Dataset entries
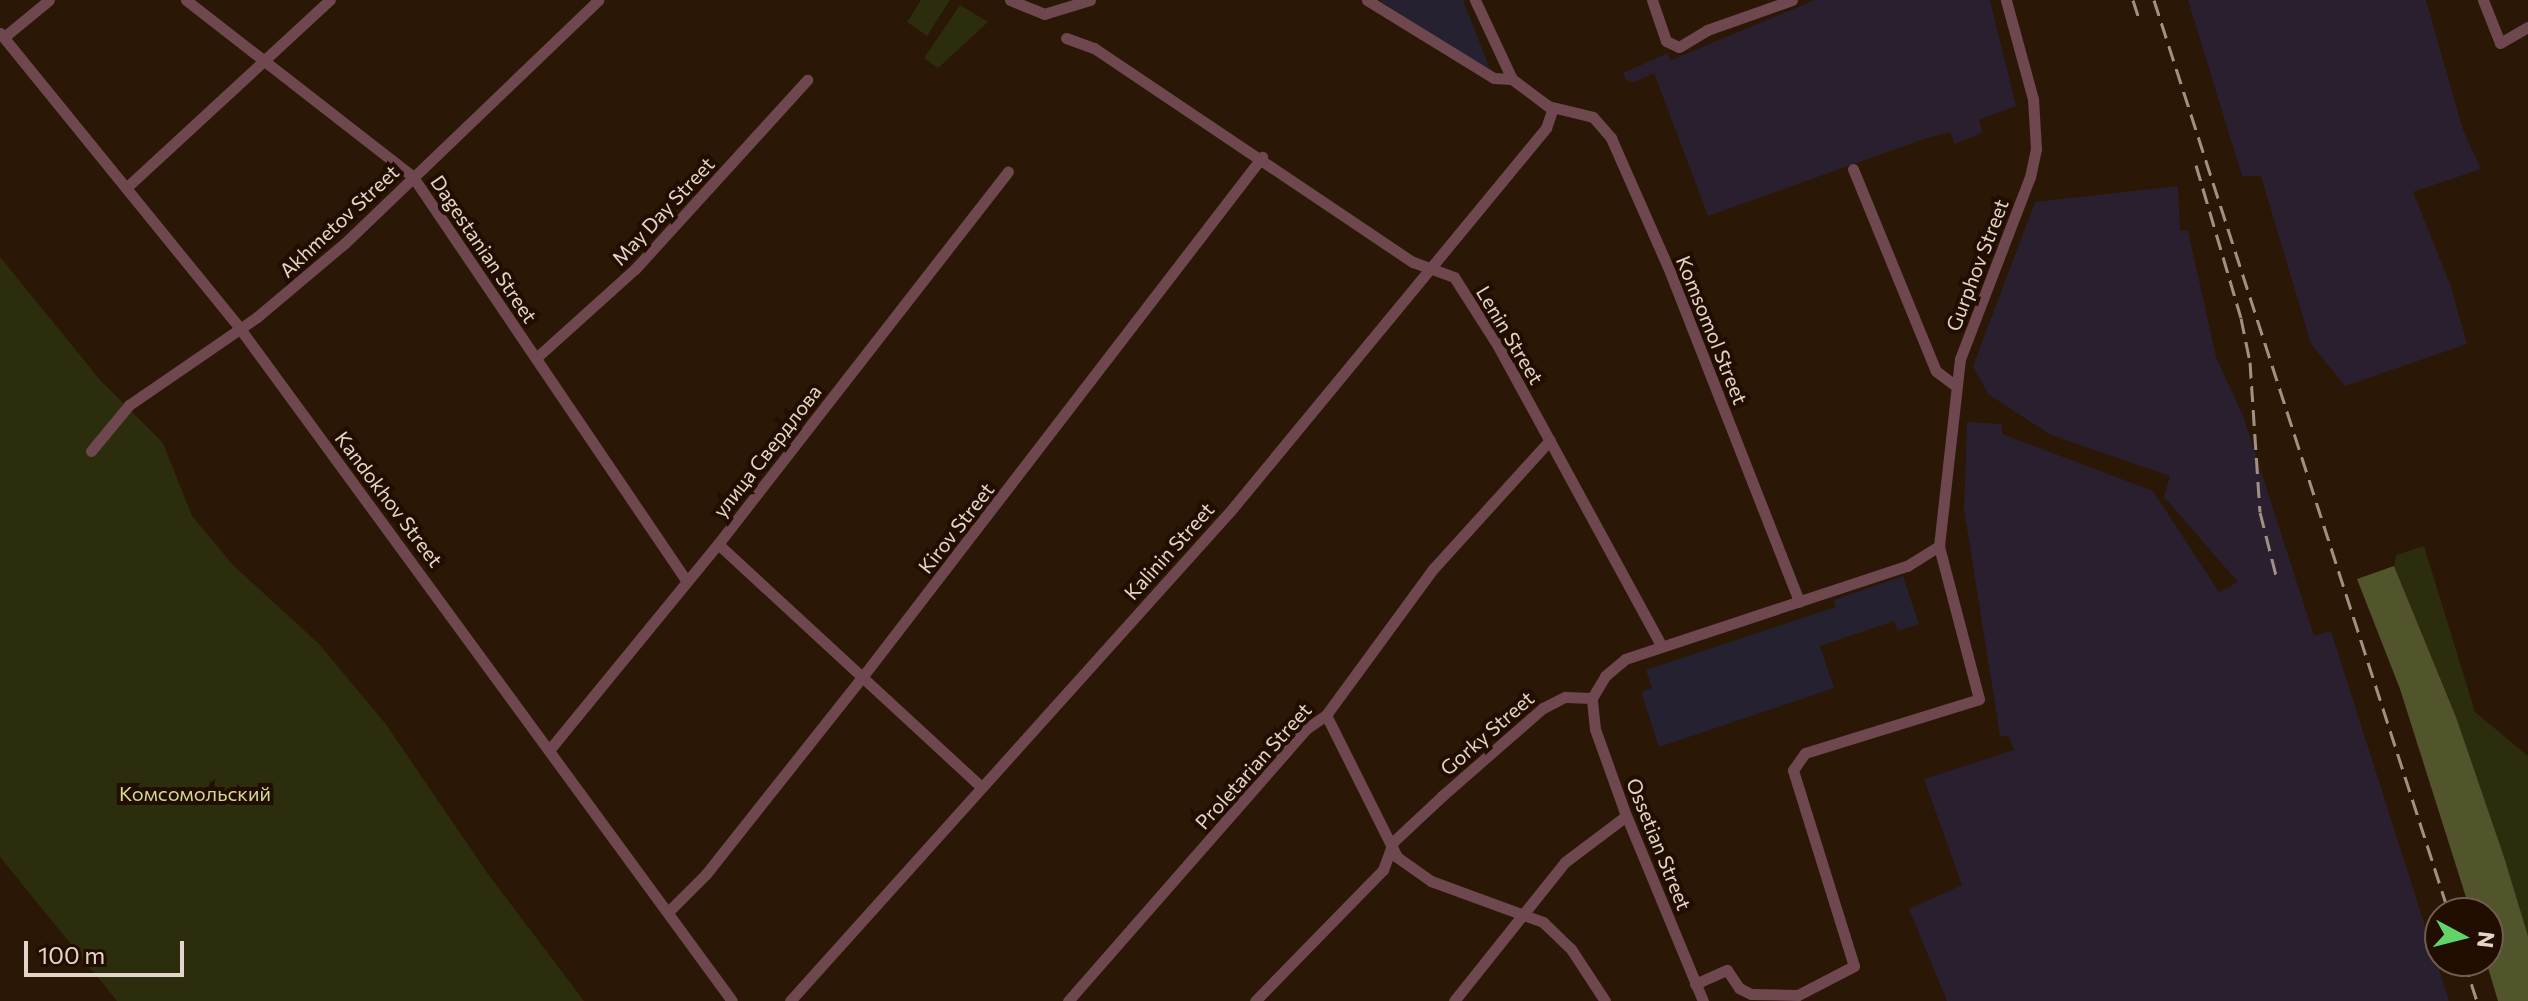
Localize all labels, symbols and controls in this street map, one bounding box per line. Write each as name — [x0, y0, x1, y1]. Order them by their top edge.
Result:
street label: May Day Street — [607, 152, 719, 270]
street label: Akhmetov Street — [274, 160, 404, 282]
street label: Dagestanian Street — [426, 171, 542, 327]
street label: Gurphov Street — [1941, 196, 2013, 334]
street label: Komsomol Street — [1671, 252, 1753, 408]
street label: Lenin Street — [1471, 281, 1549, 389]
street label: улица Свердлова — [708, 380, 826, 522]
street label: Kandokhov Street — [330, 427, 448, 571]
street label: Kirov Street — [913, 478, 999, 578]
street label: Kalinin Street — [1119, 497, 1219, 605]
street label: Gorky Street — [1435, 686, 1539, 780]
street label: Proletarian Street — [1190, 698, 1316, 834]
street label: Ossetian Street — [1622, 774, 1696, 914]
park label: Комсомольский — [119, 781, 271, 805]
north arrow — [2424, 897, 2504, 977]
scale bar — [28, 925, 188, 975]
text: N — [2472, 930, 2501, 950]
text: 100 m — [38, 940, 105, 969]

What you have to do: Reprint each of the records exactly and skip the images.

Finished task:
Localize all labels, symbols and controls in this street map, one bounding box per line. Write each as name — [x0, y0, x1, y1]. Order them by their top edge.
Result:
street label: May Day Street — [607, 152, 719, 270]
street label: Akhmetov Street — [274, 160, 404, 282]
street label: Dagestanian Street — [426, 171, 542, 327]
street label: Gurphov Street — [1941, 196, 2013, 334]
street label: Komsomol Street — [1671, 252, 1753, 408]
street label: Lenin Street — [1471, 281, 1549, 389]
street label: улица Свердлова — [708, 380, 826, 522]
street label: Kandokhov Street — [330, 427, 448, 571]
street label: Kirov Street — [913, 478, 999, 578]
street label: Kalinin Street — [1119, 497, 1219, 605]
street label: Gorky Street — [1435, 686, 1539, 780]
street label: Proletarian Street — [1190, 698, 1316, 834]
street label: Ossetian Street — [1622, 774, 1696, 914]
park label: Комсомольский — [119, 781, 271, 805]
north arrow — [2424, 897, 2504, 977]
scale bar — [28, 925, 188, 975]
text: N — [2472, 930, 2501, 950]
text: 100 m — [38, 940, 105, 969]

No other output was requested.